++++ Data for analysis

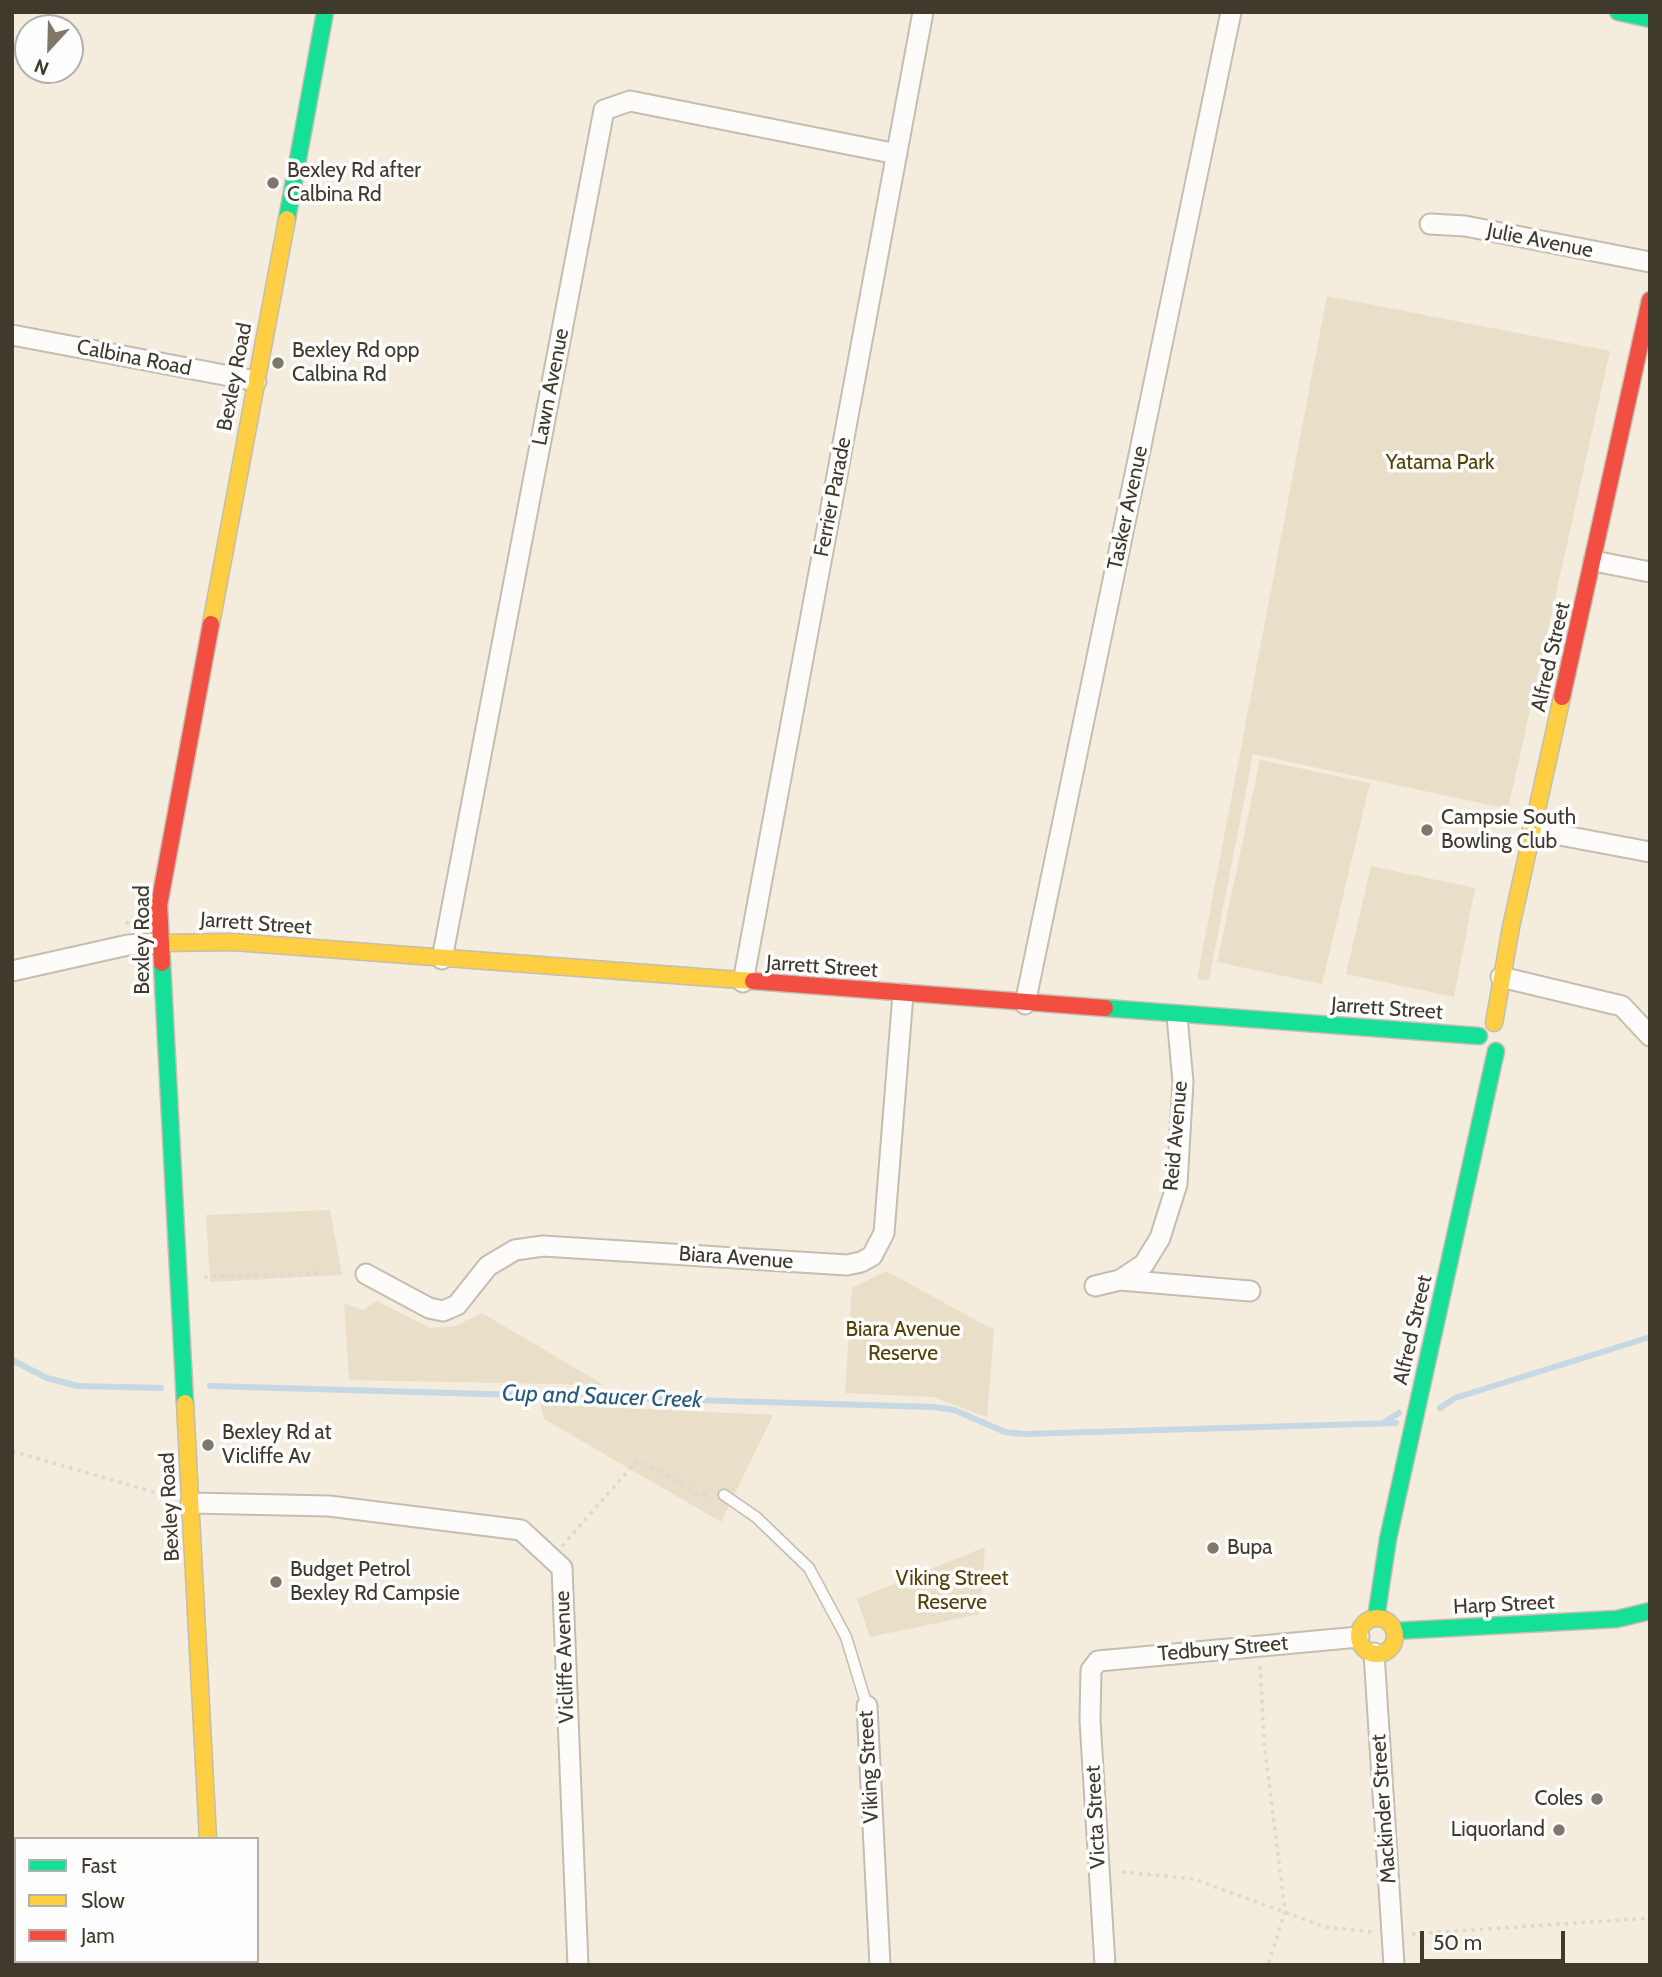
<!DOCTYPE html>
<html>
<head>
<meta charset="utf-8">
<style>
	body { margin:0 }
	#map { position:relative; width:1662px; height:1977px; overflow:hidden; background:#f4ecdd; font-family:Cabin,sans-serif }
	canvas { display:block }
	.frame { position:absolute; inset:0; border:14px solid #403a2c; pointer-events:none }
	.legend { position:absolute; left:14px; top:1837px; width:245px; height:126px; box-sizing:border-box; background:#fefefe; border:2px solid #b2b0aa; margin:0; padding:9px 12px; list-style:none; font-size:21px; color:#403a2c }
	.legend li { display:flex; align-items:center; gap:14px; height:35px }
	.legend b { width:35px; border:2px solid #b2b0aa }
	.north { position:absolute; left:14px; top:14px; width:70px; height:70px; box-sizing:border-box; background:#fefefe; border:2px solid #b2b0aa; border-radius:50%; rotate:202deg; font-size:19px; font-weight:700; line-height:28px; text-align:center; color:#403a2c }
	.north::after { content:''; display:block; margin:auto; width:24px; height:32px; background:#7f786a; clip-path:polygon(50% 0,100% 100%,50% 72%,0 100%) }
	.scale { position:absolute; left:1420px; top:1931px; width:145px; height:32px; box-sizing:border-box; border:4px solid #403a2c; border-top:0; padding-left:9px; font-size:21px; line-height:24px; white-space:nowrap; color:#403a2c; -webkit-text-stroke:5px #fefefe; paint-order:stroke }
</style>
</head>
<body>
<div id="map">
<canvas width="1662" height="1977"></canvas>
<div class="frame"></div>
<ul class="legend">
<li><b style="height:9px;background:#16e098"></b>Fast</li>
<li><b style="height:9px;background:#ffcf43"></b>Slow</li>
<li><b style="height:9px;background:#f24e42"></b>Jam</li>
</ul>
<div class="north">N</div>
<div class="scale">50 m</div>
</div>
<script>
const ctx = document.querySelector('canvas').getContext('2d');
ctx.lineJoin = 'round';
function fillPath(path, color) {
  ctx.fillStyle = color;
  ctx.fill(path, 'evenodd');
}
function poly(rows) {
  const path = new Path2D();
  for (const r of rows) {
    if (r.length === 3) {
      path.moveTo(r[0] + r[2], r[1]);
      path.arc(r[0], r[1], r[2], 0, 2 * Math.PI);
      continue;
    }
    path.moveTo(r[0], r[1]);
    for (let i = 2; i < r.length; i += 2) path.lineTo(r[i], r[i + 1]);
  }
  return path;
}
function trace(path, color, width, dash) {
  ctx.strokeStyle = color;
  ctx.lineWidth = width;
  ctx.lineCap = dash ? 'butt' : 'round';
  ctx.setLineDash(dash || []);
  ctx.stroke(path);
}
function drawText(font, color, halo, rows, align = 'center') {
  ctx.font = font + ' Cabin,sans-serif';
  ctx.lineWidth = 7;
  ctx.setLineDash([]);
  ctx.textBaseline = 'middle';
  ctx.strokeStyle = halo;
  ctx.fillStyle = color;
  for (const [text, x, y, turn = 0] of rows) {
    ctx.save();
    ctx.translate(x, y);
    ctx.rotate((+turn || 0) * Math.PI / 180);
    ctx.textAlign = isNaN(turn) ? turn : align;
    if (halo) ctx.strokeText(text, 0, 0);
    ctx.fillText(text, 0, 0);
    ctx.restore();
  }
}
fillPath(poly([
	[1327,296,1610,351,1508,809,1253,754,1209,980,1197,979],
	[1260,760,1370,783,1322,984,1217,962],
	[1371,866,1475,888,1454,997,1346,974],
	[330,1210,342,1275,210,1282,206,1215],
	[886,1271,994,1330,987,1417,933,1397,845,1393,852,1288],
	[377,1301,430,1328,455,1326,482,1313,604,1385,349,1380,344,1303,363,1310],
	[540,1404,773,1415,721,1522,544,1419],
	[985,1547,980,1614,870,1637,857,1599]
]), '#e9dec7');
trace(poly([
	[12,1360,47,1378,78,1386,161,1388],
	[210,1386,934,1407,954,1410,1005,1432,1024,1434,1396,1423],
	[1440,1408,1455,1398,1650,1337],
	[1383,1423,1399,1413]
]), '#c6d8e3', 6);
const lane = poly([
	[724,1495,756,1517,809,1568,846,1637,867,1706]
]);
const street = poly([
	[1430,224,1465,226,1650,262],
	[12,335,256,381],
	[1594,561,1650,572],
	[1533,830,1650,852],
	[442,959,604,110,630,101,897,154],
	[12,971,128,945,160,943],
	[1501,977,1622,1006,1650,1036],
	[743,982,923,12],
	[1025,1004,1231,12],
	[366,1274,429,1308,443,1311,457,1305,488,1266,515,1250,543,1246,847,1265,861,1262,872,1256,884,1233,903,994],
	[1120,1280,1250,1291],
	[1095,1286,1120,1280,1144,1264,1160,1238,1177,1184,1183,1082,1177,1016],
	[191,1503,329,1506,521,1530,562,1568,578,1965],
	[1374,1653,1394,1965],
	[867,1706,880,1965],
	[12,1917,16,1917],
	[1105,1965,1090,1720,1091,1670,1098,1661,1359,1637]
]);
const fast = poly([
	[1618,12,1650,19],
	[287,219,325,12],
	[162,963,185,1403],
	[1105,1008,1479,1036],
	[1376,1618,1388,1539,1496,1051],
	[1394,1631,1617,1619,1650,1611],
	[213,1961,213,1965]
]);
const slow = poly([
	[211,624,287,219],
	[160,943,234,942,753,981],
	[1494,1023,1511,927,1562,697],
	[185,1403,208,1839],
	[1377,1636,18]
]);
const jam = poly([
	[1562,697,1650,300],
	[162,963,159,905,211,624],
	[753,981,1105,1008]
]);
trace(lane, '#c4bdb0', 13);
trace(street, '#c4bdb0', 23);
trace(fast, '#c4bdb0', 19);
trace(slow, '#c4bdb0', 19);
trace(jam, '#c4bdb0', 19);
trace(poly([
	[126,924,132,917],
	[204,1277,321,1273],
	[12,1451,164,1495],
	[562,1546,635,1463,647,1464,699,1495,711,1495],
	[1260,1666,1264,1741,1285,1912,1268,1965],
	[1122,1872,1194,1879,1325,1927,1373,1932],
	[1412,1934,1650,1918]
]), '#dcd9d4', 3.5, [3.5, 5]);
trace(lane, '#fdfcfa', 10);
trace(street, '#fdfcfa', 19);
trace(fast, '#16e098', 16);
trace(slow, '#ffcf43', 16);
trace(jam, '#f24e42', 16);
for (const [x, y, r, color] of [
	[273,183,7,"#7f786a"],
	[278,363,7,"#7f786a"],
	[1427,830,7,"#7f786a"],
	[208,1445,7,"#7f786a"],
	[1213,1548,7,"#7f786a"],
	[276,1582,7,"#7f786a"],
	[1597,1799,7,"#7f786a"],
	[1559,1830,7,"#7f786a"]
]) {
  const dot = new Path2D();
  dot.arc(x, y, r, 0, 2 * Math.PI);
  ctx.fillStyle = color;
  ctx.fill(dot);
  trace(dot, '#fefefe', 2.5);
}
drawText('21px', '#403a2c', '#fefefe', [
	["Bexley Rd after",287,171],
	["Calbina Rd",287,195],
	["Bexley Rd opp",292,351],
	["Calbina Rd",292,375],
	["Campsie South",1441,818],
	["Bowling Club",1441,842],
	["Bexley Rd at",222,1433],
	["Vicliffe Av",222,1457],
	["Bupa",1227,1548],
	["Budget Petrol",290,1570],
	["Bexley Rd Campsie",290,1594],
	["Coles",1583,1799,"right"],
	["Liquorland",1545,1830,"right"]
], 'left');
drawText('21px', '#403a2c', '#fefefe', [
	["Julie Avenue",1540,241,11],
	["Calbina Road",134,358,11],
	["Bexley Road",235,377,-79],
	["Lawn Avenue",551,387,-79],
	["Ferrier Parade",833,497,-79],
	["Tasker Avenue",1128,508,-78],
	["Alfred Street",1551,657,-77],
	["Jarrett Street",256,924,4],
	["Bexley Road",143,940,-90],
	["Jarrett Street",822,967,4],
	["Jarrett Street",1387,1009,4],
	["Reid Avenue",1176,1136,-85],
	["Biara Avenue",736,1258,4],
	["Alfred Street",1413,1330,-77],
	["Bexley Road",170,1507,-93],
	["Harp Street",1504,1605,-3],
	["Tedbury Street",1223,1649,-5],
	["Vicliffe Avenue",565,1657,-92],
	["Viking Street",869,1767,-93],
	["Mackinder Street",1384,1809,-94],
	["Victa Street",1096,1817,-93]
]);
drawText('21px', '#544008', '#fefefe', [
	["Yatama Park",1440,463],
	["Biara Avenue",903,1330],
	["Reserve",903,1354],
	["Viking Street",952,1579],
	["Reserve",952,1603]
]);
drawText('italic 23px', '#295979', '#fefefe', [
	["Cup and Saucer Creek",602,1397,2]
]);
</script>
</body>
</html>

++++++++

• _Task goal_
Determine the number of lines in the material above that include the word "block". Give that number and no other text.

• _Response for this exercise_
2